(EXERCISE BRIEF) Pick out all lines with the word "linecap" from the records that follow.

[Saved entries]
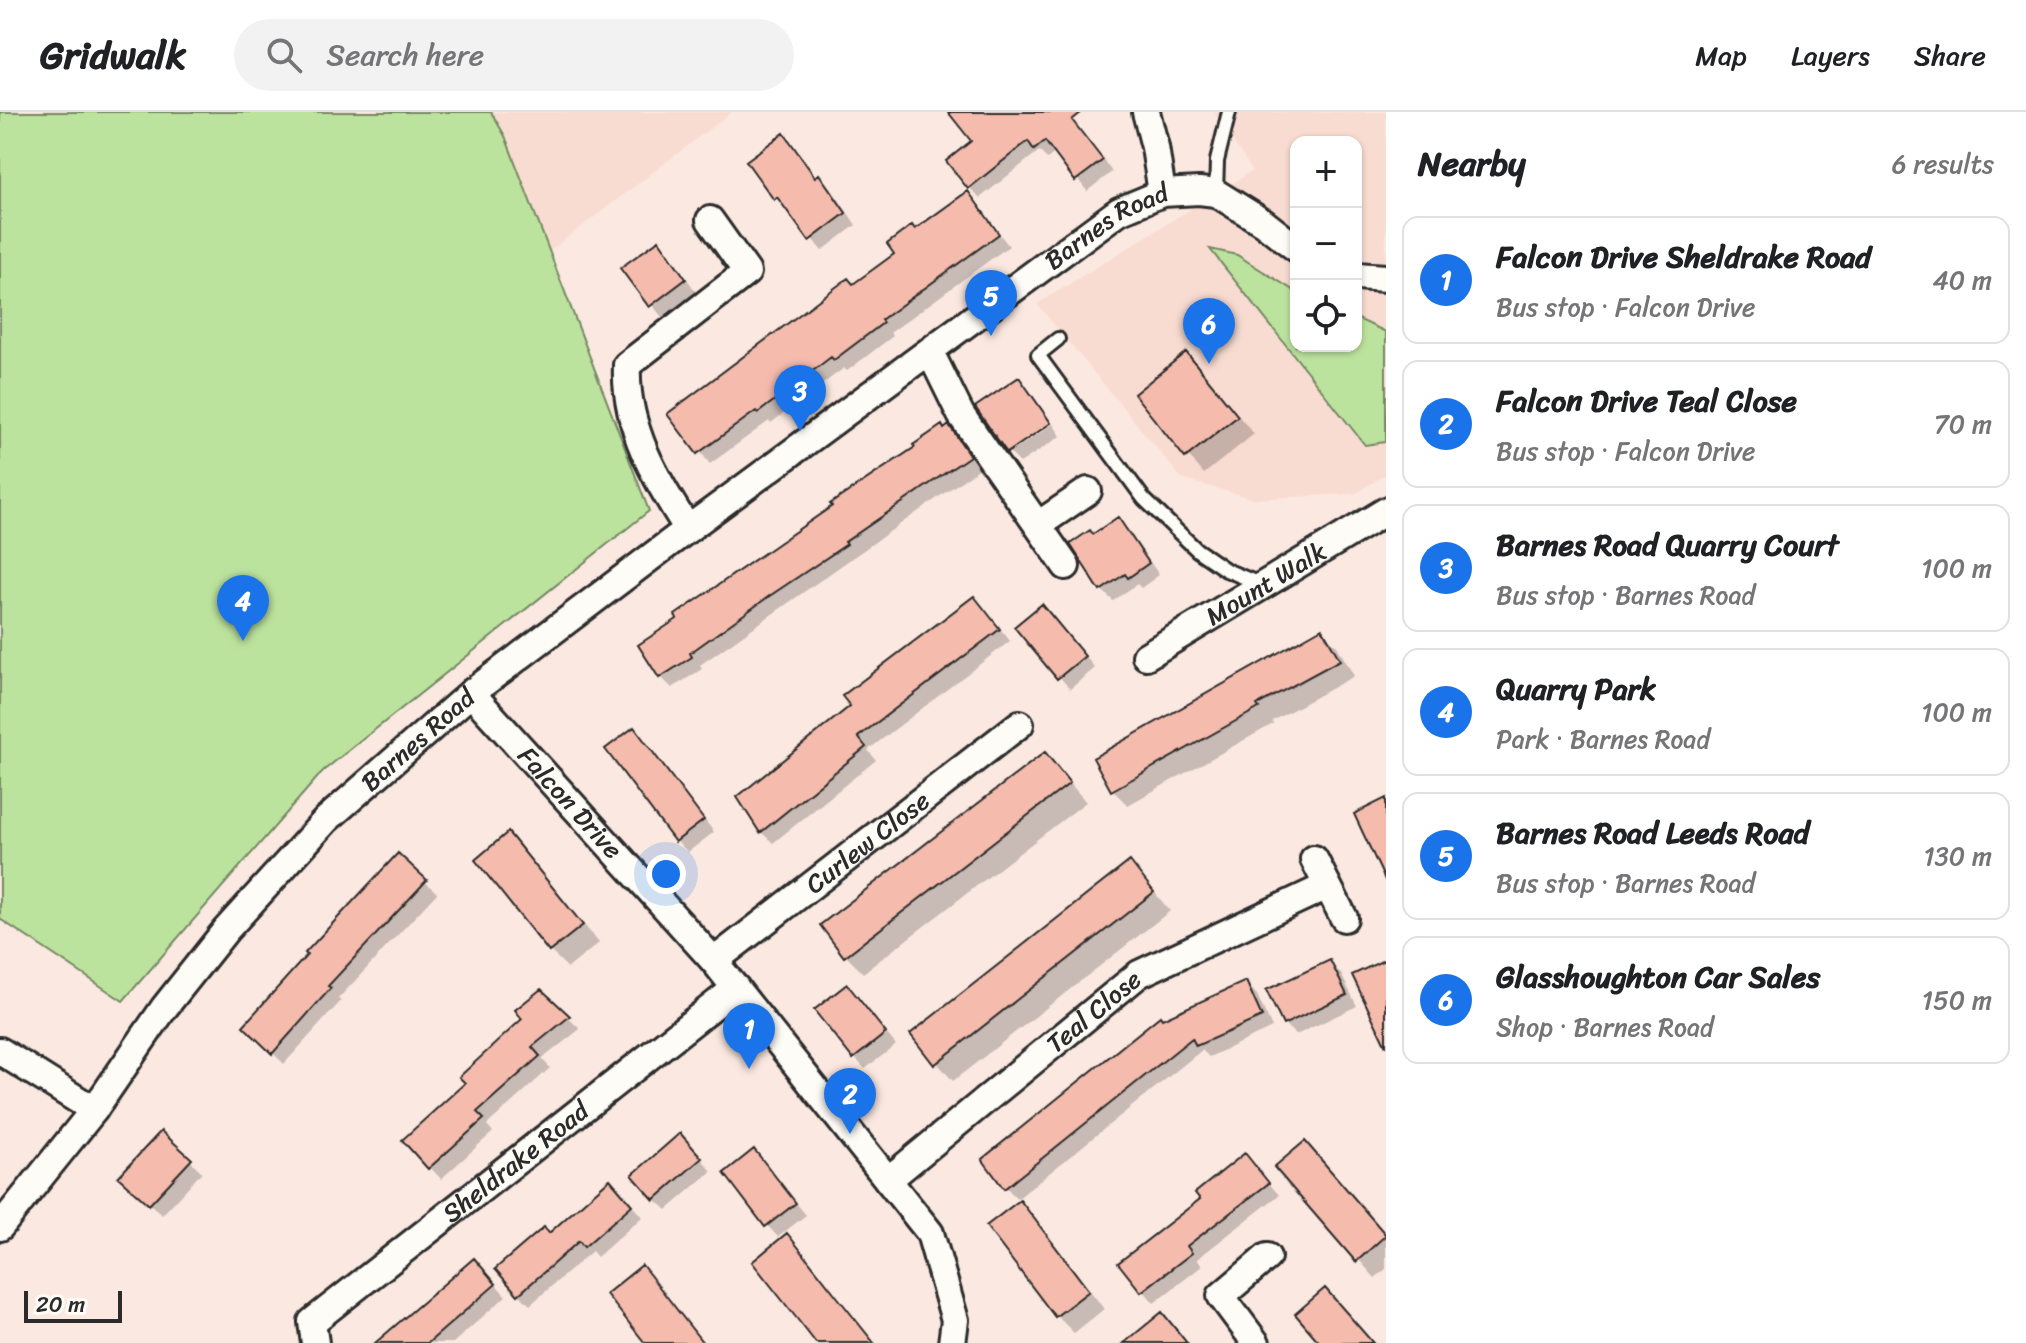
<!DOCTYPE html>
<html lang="en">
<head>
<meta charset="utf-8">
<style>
  body { margin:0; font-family:Sriracha,sans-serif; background:#f2f2f2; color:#202124 }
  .controls { position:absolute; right:24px; top:24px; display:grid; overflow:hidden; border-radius:16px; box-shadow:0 2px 6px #0004 }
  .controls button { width:72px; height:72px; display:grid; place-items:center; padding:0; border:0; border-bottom:2px solid #e0e0e0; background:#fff; color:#202124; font:40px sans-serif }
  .scale { position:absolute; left:24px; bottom:20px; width:98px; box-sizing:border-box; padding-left:8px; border:4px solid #2b2b2b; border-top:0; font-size:22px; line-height:28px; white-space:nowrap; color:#2b2b2b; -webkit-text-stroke:6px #fdfcf7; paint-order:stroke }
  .you { position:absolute; left:666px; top:762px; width:28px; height:28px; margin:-20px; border:6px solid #fff; border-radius:50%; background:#1a73e8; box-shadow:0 0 0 12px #1a73e833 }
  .badge { display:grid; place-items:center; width:52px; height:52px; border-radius:50%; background:#1a73e8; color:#fff; font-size:26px; font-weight:700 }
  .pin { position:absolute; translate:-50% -66px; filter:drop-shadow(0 2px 4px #0008) }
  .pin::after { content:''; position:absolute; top:42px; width:28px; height:24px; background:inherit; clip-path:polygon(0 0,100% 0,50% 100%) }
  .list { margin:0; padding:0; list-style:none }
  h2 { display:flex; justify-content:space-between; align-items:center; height:104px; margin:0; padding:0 32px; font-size:34px }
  h2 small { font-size:26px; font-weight:400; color:#757577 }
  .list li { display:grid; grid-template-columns:52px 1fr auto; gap:24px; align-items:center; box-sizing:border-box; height:128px; margin:0 16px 16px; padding:0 16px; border:2px solid #e0e0e0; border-radius:16px }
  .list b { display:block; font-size:30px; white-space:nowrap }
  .list p { margin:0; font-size:26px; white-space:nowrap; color:#757577 }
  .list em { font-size:26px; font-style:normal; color:#757577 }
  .icon { flex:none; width:44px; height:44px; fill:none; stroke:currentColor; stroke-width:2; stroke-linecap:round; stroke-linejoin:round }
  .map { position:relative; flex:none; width:1386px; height:1231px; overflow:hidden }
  header { display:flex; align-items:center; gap:48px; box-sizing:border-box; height:112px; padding:0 40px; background:#fff; border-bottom:2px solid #e0e0e0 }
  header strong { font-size:38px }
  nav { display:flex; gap:44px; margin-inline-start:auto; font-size:28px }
  .search { width:560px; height:72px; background:#f2f2f2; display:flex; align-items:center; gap:20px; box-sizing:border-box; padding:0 28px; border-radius:44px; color:#757577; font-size:30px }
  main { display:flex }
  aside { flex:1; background:#fff }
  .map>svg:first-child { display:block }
  .built { fill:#f9dcd1; fill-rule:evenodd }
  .green { fill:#bce39e; stroke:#748764; stroke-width:2 }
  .shadow { fill:#0003 }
  .building { fill:#f5bcad; stroke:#2b2b2b; stroke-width:2 }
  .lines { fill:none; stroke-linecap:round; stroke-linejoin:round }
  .lane-casing { stroke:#2b2b2b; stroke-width:18 }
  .street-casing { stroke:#2b2b2b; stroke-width:32 }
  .lane { stroke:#fdfcf7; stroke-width:12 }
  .street { stroke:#fdfcf7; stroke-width:26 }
  .labels { text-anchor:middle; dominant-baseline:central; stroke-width:7; stroke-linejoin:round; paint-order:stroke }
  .street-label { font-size:26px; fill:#2b2b2b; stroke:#fdfcf7 }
</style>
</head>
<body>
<header>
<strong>Gridwalk</strong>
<div class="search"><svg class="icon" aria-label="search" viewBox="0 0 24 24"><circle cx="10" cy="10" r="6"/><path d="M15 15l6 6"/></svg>Search here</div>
<nav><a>Map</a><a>Layers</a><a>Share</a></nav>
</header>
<main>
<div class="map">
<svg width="1386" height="1231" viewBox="0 0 1386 1231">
  <rect width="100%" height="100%" fill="#fbe9e1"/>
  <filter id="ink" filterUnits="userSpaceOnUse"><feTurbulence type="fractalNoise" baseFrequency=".0125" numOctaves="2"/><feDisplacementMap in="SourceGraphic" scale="16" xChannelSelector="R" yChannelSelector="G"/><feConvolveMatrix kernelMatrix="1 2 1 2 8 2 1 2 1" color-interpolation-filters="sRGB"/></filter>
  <g filter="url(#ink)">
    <path class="built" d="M 491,0 L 732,0 L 550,139 L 505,24 Z
      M 1214,0 L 1386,0 L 1386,362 L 1355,382 L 1253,387 L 1182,367 L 1037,192 L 1252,59 ZM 1296,30 L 1356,30 L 1356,234 L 1296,234 Z"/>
    <path class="green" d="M 0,0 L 491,0 L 505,24 L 649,399 L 323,659 L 123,889 L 0,807 Z
      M 1210,137 L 1237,143 L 1296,180 L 1296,234 L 1356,234 L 1356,206 L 1386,220 L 1386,330 L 1365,333 Z"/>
    <path class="shadow" d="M 950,0 L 1067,0 L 1112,60 L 1087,79 L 1056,40 L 1047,47 L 1039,39 L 980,86 L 970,76 L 974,29 Z
      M 784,23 L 817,66 L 819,65 L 831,76 L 856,113 L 822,139 L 788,97 L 776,86 L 749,49 Z
      M 968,82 L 1009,134 L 890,221 L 893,224 L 847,259 L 844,256 L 771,311 L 769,309 L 710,352 L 670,302 L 897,143 L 916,119 Z
      M 659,131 L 670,142 L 696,180 L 662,205 L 623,157 Z
      M 1186,243 L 1254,322 L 1204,362 L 1137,282 Z
      M 1019,268 L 1030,279 L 1051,309 L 1008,338 Z
      M 1053,312 L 1061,324 L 1020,351 L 1010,341 Z
      M 949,316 L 980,356 L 700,553 L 702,557 L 672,576 L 661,565 Z
      M 1118,407 L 1129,419 L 1159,463 L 1141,476 L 1137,472 L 1113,489 L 1102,478 L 1073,432 L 1093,424 Z
      M 985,498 L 1010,529 L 868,638 L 876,648 L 773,731 L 761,720 Z
      M 1053,506 L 1095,556 L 1070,577 L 1017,515 Z
      M 1322,519 L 1337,534 L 1354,564 L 1272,609 L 1273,612 L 1128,693 L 1112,678 Z
      M 634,617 L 714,720 L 688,740 L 676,729 Z
      M 1045,642 L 1086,690 L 863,861 L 846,844 L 823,813 Z
      M 508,723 L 525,741 L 599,831 L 568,856 L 550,839 Z
      M 398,744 L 437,781 L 338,887 L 341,889 L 284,952 L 245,914 Z
      M 1130,751 L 1170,799 L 953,969 L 912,922 Z
      M 1330,850 L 1341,862 L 1357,894 L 1296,923 L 1284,912 Z
      M 1246,871 L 1257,883 L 1272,916 L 1209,945 L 1202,938 L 1017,1087 L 1006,1075 L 1162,909 Z
      M 847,874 L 896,933 L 865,957 L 854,945 Z
      M 541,880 L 580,917 L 542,947 L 550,956 L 487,1013 L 493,1020 L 441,1067 L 405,1028 L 467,971 L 525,907 Z
      M 161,1021 L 202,1060 L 162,1103 L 121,1065 Z
      M 691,1035 L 712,1059 L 667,1098 L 655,1087 Z
      M 754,1040 L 806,1103 L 778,1125 L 767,1113 Z
      M 1245,1044 L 1279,1083 L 1197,1147 L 1202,1154 L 1154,1191 L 1121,1151 L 1203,1087 Z
      M 1322,1049 L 1386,1123 L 1386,1157 L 1375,1166 L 1277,1055 Z
      M 622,1081 L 642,1105 L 597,1145 L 592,1139 L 530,1193 L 519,1182 L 549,1123 Z
      M 1020,1091 L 1037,1108 L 1104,1197 L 1074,1221 L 1056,1203 Z
      M 485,1160 L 506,1184 L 453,1231 L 383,1231 Z"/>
    <path class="building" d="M 948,0 L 1082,0 L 1072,8 L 1103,48 L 1075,69 L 1045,29 L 1034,38 L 1028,29 L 968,77 L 946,49 L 971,29 Z
      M 784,21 L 815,65 L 819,62 L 846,101 L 809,129 L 777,85 L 774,88 L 746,49 Z
      M 968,79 L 999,122 L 881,208 L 883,211 L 834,248 L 831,245 L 758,301 L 756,299 L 697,342 L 667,302 L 848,166 L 853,172 L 894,142 L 887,132 L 912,113 L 915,117 Z
      M 659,128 L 686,167 L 649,195 L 620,156 Z
      M 1186,240 L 1238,304 L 1185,346 L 1134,282 Z
      M 1019,265 L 1051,311 L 1007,341 L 975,295 Z
      M 942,313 L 944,317 L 949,313 L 970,344 L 845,430 L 847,432 L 768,485 L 690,541 L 692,545 L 659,566 L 638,533 L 677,507 L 675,503 L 832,394 L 830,392 L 915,335 L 913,333 Z
      M 1118,405 L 1149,451 L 1128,466 L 1125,462 L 1100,479 L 1070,432 L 1090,418 L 1093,422 Z
      M 974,484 L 1000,517 L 858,625 L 866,635 L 760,721 L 737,685 L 850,594 L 842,584 Z
      M 1042,492 L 1085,544 L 1057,567 L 1014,515 Z
      M 1322,516 L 1340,548 L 1257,593 L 1259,596 L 1111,679 L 1093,646 Z
      M 634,615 L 704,708 L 675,730 L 605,637 Z
      M 1045,640 L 1070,671 L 844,845 L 820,813 Z
      M 1386,686 L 1386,770 L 1354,702 Z
      M 508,720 L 583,813 L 549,840 L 475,748 Z
      M 398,741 L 427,768 L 328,874 L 331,876 L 272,942 L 243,914 L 307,843 L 305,841 Z
      M 1130,749 L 1154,780 L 934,953 L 910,922 Z
      M 1386,847 L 1386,934 L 1352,863 Z
      M 1330,848 L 1347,883 L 1283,913 L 1266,878 Z
      M 1246,869 L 1262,905 L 1196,934 L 1192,926 L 1004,1077 L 982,1047 L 1160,904 L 1162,907 Z
      M 847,872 L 886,921 L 853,947 L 814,898 Z
      M 541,877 L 570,904 L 532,935 L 540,944 L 477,1000 L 484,1007 L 428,1057 L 402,1028 L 465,971 L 459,965 L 522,907 L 515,898 Z
      M 161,1019 L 192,1047 L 149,1093 L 118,1065 Z
      M 680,1021 L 702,1046 L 654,1088 L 632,1063 Z
      M 1305,1029 L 1386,1123 L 1356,1150 L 1274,1055 Z
      M 754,1037 L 796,1091 L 765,1115 L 724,1061 Z
      M 1245,1041 L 1269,1071 L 1187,1134 L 1192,1141 L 1141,1180 L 1118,1151 L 1200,1087 L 1195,1081 Z
      M 610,1067 L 632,1093 L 584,1135 L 579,1129 L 518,1183 L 495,1157 L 544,1115 L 549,1121 Z
      M 1020,1088 L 1089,1179 L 1055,1205 L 986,1114 Z
      M 787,1121 L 839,1187 L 874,1231 L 816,1231 L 798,1208 L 752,1150 Z
      M 474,1146 L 496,1172 L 428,1231 L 375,1231 Z
      M 642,1153 L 703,1231 L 645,1231 L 606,1182 Z
      M 1325,1176 L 1373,1231 L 1320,1231 L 1295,1202 Z
      M 1162,1200 L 1187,1231 L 1124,1231 Z"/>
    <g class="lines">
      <defs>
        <path id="lane" d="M 1216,81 L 1217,49 L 1229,0
          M 1058,227 L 1038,243 L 1144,387 L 1197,438 L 1226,458 L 1260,472"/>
        <g id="street">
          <path d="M 1146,0 L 1155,35 L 1162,81"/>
          <path d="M 1356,164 L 1386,166"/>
          <path d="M 930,240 L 961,303 L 1066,454"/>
          <path d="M 1038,413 L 1088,379"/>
          <path d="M 688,417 C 656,368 624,314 627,253 L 747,160 L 710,108"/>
          <path id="s1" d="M 1146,544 L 1386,399"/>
          <path id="s2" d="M 471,581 L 714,849 L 930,1121 L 955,1208 L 952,1231"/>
          <path d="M 1314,747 L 1344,806"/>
          <path id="s3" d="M 714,849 L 1020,612"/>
          <path d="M 0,939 L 94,998"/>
          <path id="s4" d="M 888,1068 L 1139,862 L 1327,774"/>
          <path id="s5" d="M 0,1115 L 94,998 L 164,896 L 226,818 L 326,708 L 471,581 L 688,417 L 1119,99 L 1162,81 L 1199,79 L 1216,81 L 1264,111 L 1296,136"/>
          <path id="s6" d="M 315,1231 L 312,1210 L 736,876"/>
          <path d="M 1256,1231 L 1221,1184 L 1267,1145"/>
        </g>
      </defs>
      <use href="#lane" class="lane-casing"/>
      <use href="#street" class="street-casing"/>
      <use href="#lane" class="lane"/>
      <use href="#street" class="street"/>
    </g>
  </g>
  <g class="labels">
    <g class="street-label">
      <text stroke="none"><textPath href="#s5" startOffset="1504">Barnes Road</textPath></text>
      <text stroke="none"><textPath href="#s1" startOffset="140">Mount Walk</textPath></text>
      <text stroke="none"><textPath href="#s5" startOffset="644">Barnes Road</textPath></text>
      <text stroke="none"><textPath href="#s2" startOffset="148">Falcon Drive</textPath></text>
      <text stroke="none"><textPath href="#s3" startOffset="194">Curlew Close</textPath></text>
      <text stroke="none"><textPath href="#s4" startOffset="266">Teal Close</textPath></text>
      <text stroke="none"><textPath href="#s6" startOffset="280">Sheldrake Road</textPath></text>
    </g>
  </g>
</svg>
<div class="controls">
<button>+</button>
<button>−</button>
<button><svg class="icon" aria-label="locate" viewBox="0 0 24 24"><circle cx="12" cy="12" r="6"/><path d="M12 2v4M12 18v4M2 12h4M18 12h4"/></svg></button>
</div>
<div class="scale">20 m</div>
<div class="you"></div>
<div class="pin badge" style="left:749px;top:957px">1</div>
<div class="pin badge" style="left:850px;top:1022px">2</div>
<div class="pin badge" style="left:800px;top:319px">3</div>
<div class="pin badge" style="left:243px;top:529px">4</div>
<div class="pin badge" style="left:991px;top:224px">5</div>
<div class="pin badge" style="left:1209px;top:252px">6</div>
</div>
<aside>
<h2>Nearby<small>6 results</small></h2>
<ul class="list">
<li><span class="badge">1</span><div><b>Falcon Drive Sheldrake Road</b><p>Bus stop · Falcon Drive</p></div><em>40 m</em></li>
<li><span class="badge">2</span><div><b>Falcon Drive Teal Close</b><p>Bus stop · Falcon Drive</p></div><em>70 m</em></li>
<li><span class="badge">3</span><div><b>Barnes Road Quarry Court</b><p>Bus stop · Barnes Road</p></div><em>100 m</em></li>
<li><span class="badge">4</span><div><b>Quarry Park</b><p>Park · Barnes Road</p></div><em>100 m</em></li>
<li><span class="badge">5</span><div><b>Barnes Road Leeds Road</b><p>Bus stop · Barnes Road</p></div><em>130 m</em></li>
<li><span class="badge">6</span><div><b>Glasshoughton Car Sales</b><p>Shop · Barnes Road</p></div><em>150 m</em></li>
</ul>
</aside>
</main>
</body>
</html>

(FINISHED TASK)
  .icon { flex:none; width:44px; height:44px; fill:none; stroke:currentColor; stroke-width:2; stroke-linecap:round; stroke-linejoin:round }
  .lines { fill:none; stroke-linecap:round; stroke-linejoin:round }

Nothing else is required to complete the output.